Option 1: Installing agent as a Docker container
In this case, we will let Docker always start & restart the Webhook Relay agent container. You can use the same access token key & secret that you have generated previously, otherwise, create a new pair here and export them as an environment variables:
export RELAY_KEY=XXXX
export RELAY_SECRET=YYYY
export BUCKETS=github-jenkins
Start the agent container:
docker run -d --restart always \
--name webhookrelayd \
--network host \
--env RELAY_KEY=$RELAY_KEY \
--env BUCKETS=$BUCKETS \
--env RELAY_SECRET=$RELAY_SECRET webhookrelay/webhookrelayd
To view the logs:
docker logs webhookrelayd
2020-06-25 21:36:24.354 INFO using standard transport...
2020-06-25 21:36:24.474 INFO webhook relay ready... {"host": "my.webhookrelay.com:8080", "buckets": ["github-jenkins"]}
Option 2: Installing the agent as a background service
Additional documentation for the background service (logging, proxy, upgrade, removal) can be viewed here. We will just create a configuration file:
version: "v1"
key: XXXX # will be encrypted on startup
secret: YYYY # will be encrypted on startup
buckets:
- github-jenkins
Upon startup, key and secret will be encrypted.
Now, in your machine let’s create a directory where we can put this configuration:
mkdir -p /opt/config/webhookrelay
You can use vim
or any other text editor to open it and copy & paste the config:
vim /opt/config/webhookrelay/relay.yaml
Let’s start the agent:
relay service install -c /opt/config/webhookrelay/relay.yaml
relay service start
Step 4: Configure Jenkins webhook shared secret
The secret from step 2 has to be added to Jenkins CI for it to recognize the webhooks. Go to Jenkins configuration and scroll down until you reach the GitHub section. Once there, click on “Advanced” and click “Add” next to Shared secrets. Set your secret here.

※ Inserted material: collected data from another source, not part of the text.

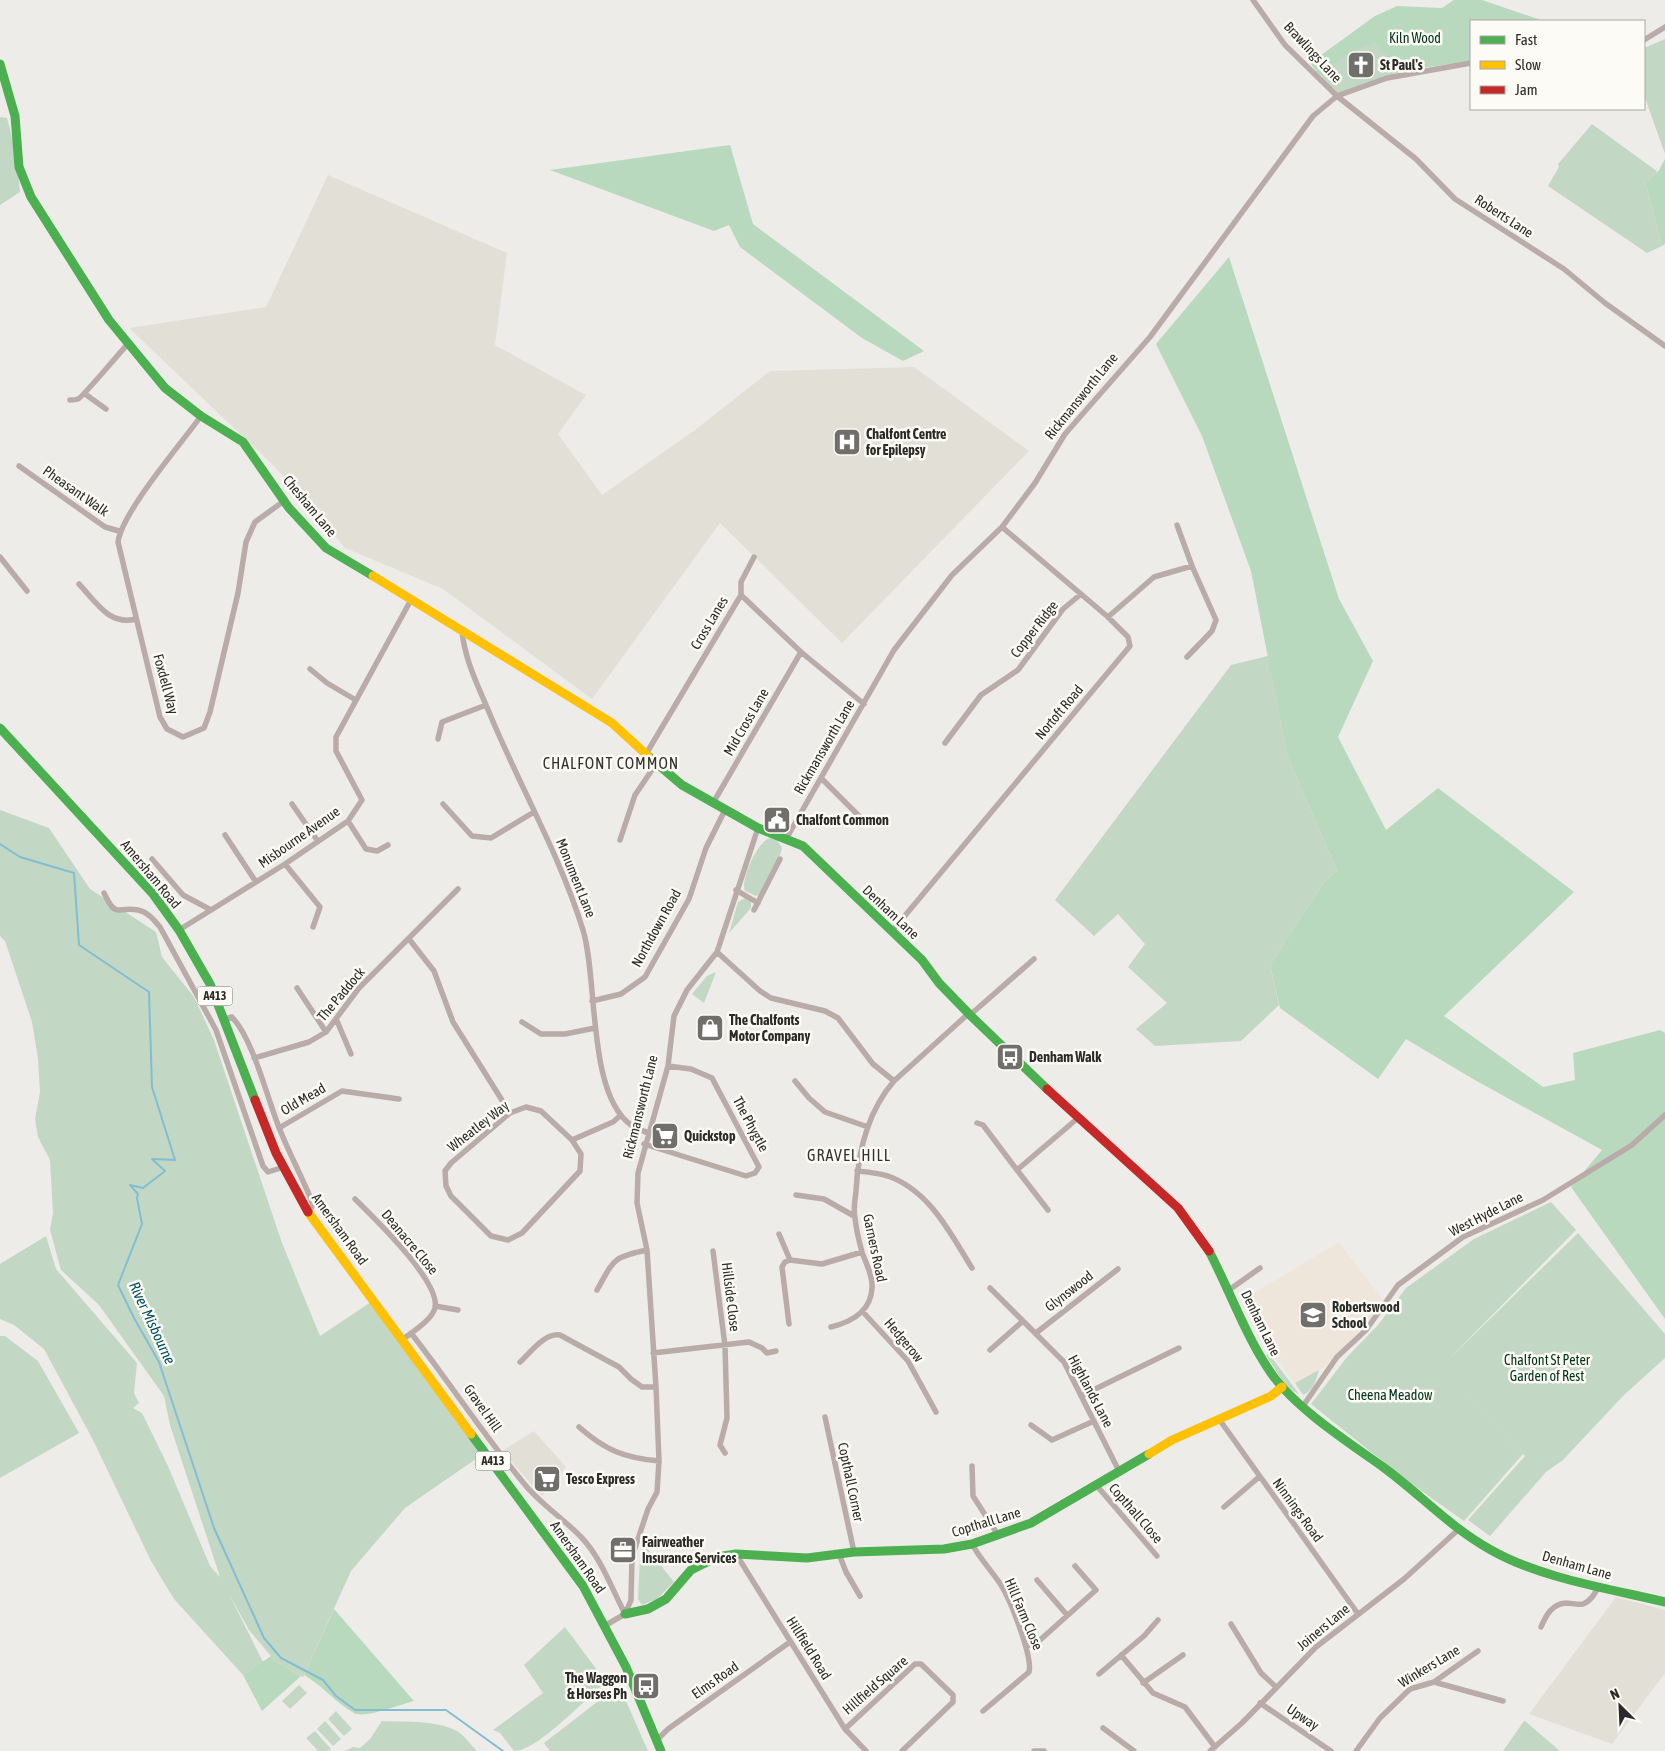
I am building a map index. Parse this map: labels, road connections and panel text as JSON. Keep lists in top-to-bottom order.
{
  "streets": {
    "main road": [
      "Chesham Lane",
      "Amersham Road",
      "Denham Lane",
      "A413",
      "Copthall Lane"
    ],
    "street": [
      "Brawlings Lane",
      "Roberts Lane",
      "Rickmansworth Lane",
      "Pheasant Walk",
      "Cross Lanes",
      "Copper Ridge",
      "Foxdell Way",
      "Nortoft Road",
      "Mid Cross Lane",
      "Misbourne Avenue",
      "Monument Lane",
      "Northdown Road",
      "The Paddock",
      "Old Mead",
      "The Phygtle",
      "Wheatley Way",
      "West Hyde Lane",
      "Deanacre Close",
      "Garners Road",
      "Glynswood",
      "Hillside Close",
      "Hedgerow",
      "Highlands Lane",
      "Gravel Hill",
      "Copthall Corner",
      "Ninnings Road",
      "Copthall Close",
      "Hill Farm Close",
      "Joiners Lane",
      "Hillfield Road",
      "Winkers Lane",
      "Elms Road",
      "Hillfield Square",
      "Upway"
    ]
  },
  "crossings": [
    ["Brawlings Lane", "Roberts Lane"],
    ["Brawlings Lane", "Rickmansworth Lane"],
    ["Roberts Lane", "Rickmansworth Lane"],
    ["Rickmansworth Lane", "Chesham Lane"],
    ["Rickmansworth Lane", "Cross Lanes"],
    ["Rickmansworth Lane", "Nortoft Road"],
    ["Rickmansworth Lane", "Monument Lane"],
    ["Rickmansworth Lane", "Denham Lane"],
    ["Rickmansworth Lane", "The Phygtle"],
    ["Rickmansworth Lane", "Hillside Close"],
    ["Rickmansworth Lane", "Gravel Hill"],
    ["Rickmansworth Lane", "Copthall Lane"],
    ["Pheasant Walk", "Foxdell Way"],
    ["Chesham Lane", "Cross Lanes"],
    ["Chesham Lane", "Foxdell Way"],
    ["Chesham Lane", "Mid Cross Lane"],
    ["Chesham Lane", "Misbourne Avenue"],
    ["Chesham Lane", "Monument Lane"],
    ["Chesham Lane", "Northdown Road"],
    ["Cross Lanes", "Mid Cross Lane"],
    ["Copper Ridge", "Nortoft Road"],
    ["Nortoft Road", "Denham Lane"],
    ["Misbourne Avenue", "Amersham Road"],
    ["Amersham Road", "Elms Road"],
    ["Monument Lane", "Northdown Road"],
    ["Denham Lane", "West Hyde Lane"],
    ["Denham Lane", "Garners Road"],
    ["Denham Lane", "Copthall Lane"],
    ["Denham Lane", "Joiners Lane"],
    ["Garners Road", "Hedgerow"],
    ["Glynswood", "Highlands Lane"],
    ["Highlands Lane", "Copthall Lane"],
    ["Gravel Hill", "Copthall Lane"],
    ["Copthall Corner", "Copthall Lane"],
    ["Ninnings Road", "Copthall Lane"],
    ["Ninnings Road", "Joiners Lane"],
    ["Copthall Close", "Copthall Lane"],
    ["Copthall Lane", "Hill Farm Close"],
    ["Copthall Lane", "Hillfield Road"],
    ["Joiners Lane", "Upway"],
    ["Hillfield Road", "Elms Road"],
    ["Hillfield Road", "Hillfield Square"]
  ],
  "districts": ["CHALFONT COMMON", "GRAVEL HILL"],
  "water": ["River Misbourne"],
  "parks": ["Kiln Wood", "Chalfont St Peter Garden of Rest", "Cheena Meadow"],
  "places": {
    "church": ["St Paul's"],
    "hospital": ["Chalfont Centre for Epilepsy"],
    "public building": ["Chalfont Common"],
    "shop": ["The Chalfonts Motor Company"],
    "bus stop": ["Denham Walk", "The Waggon & Horses Ph"],
    "supermarket": ["Quickstop", "Tesco Express"],
    "school or university": ["Robertswood School"],
    "office": ["Fairweather Insurance Services"]
  },
  "legend": ["Fast", "Slow", "Jam"],
  "north": "top left"
}
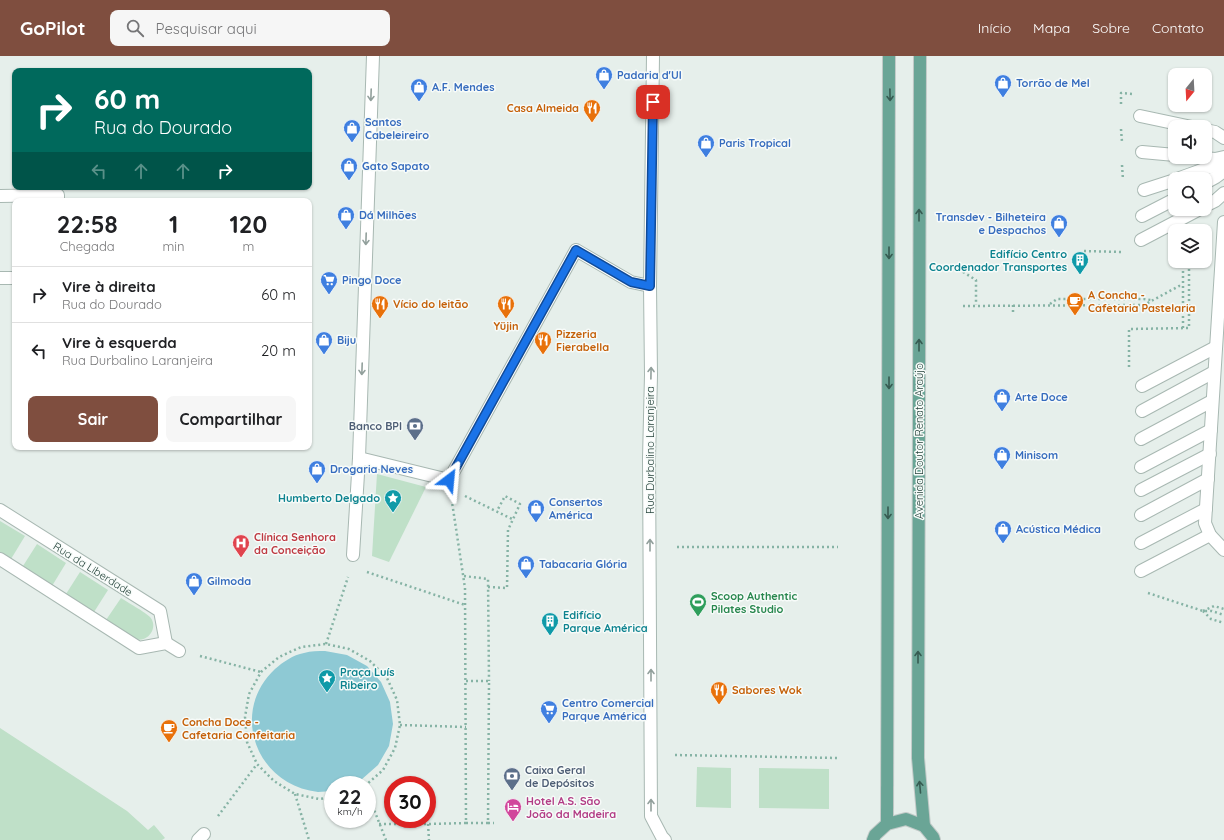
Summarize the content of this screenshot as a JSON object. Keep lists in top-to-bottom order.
{
  "streets": {
    "main road": ["Avenida Doutor Renato Araújo"],
    "street": ["Rua Durbalino Laranjeira", "Rua da Liberdade"]
  },
  "one_way": ["Rua Durbalino Laranjeira"],
  "places": {
    "shop": [
      "Padaria d'Ul",
      "Torrão de Mel",
      "A.F. Mendes",
      "Santos Cabeleireiro",
      "Paris Tropical",
      "Gato Sapato",
      "Dá Milhões",
      "Transdev - Bilheteira e Despachos",
      "Biju",
      "Arte Doce",
      "Minisom",
      "Drogaria Neves",
      "Consertos América",
      "Acústica Médica",
      "Tabacaria Glória",
      "Gilmoda"
    ],
    "restaurant": [
      "Casa Almeida",
      "Vício do leitão",
      "Yüjin",
      "Pizzeria Fierabella",
      "Sabores Wok"
    ],
    "building": ["Edifício Centro Coordenador Transportes", "Edifício Parque América"],
    "supermarket": ["Pingo Doce", "Centro Comercial Parque América"],
    "cafe": ["A Concha - Cafetaria Pastelaria", "Concha Doce - Cafetaria Confeitaria"],
    "bank": ["Banco BPI", "Caixa Geral de Depósitos"],
    "place": ["Humberto Delgado", "Praça Luís Ribeiro"],
    "hospital": ["Clínica Senhora da Conceição"],
    "sports": ["Scoop Authentic Pilates Studio"],
    "hotel": ["Hotel A.S. São João da Madeira"]
  },
  "north": "bottom",
  "page": {
    "header": "GoPilot",
    "search": "Pesquisar aqui",
    "nav": [
      "Início",
      "Mapa",
      "Sobre",
      "Contato"
    ],
    "turn": ["60 m", "Rua do Dourado"],
    "eta": [
      "22:58",
      "Chegada",
      "1",
      "min",
      "120",
      "m"
    ],
    "list": [
      {
        "name": "Vire à direita",
        "note": "Rua do Dourado",
        "value": "60 m"
      },
      {
        "name": "Vire à esquerda",
        "note": "Rua Durbalino Laranjeira",
        "value": "20 m"
      }
    ],
    "buttons": ["Sair", "Compartilhar"],
    "speed": "22 km/h",
    "limit": "30"
  }
}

Step 5: Configuring Jenkins pipeline
Click on create a new Jenkins CI CD pipeline, select “GitHub” as your code store:
Add access token and select repository. That’s it, if you push to the repository, you should see pipeline run:
Troubleshooting
400 Bad Request from Jenkins
If you open Webhook Relay logs dashboard you should see detailed logs. If they say:
<html>
<head>
<meta http-equiv="Content-Type" content="text/html;charset=utf-8"/>
<title>Error 400 Signature was expected, but not provided</title>
</head>
<body><h2>HTTP ERROR 400 Signature was expected, but not provided</h2>
<table>
<tr><th>URI:</th><td>/github-webhook/</td></tr>
<tr><th>STATUS:</th><td>400</td></tr>
<tr><th>MESSAGE:</th><td>Signature was expected, but not provided</td></tr>
<tr><th>SERVLET:</th><td>Stapler</td></tr>
</table>
<hr><a href="http://eclipse.org/jetty">Powered by Jetty:// 9.4.27.v20200227</a><hr/>
</body>
</html>
Then the secret in GitHub either is not set or doesn’t match.
403 No valid crumb was included in the request
This happens when the request is sent to a Jenkins API path that is not whitelisted for webhooks. It could be that GitHub is sending a request with some additional path (like /ghprb or anything else) which gets automatically amended to your destination resulting in a wrong final path.
To fix this, ensure that you are sending a request to a correct URL and that destination also doesn’t expect anything more.
200 on Jenkins but nothing happens
In this case, it could be that you haven’t selected the correct repository when setting up a pipeline. When the webhook is received, based on received data Jenkins finds a repository to poll for changes. If repository from the webhook doesn’t match repository in the pipeline - it won’t do anything.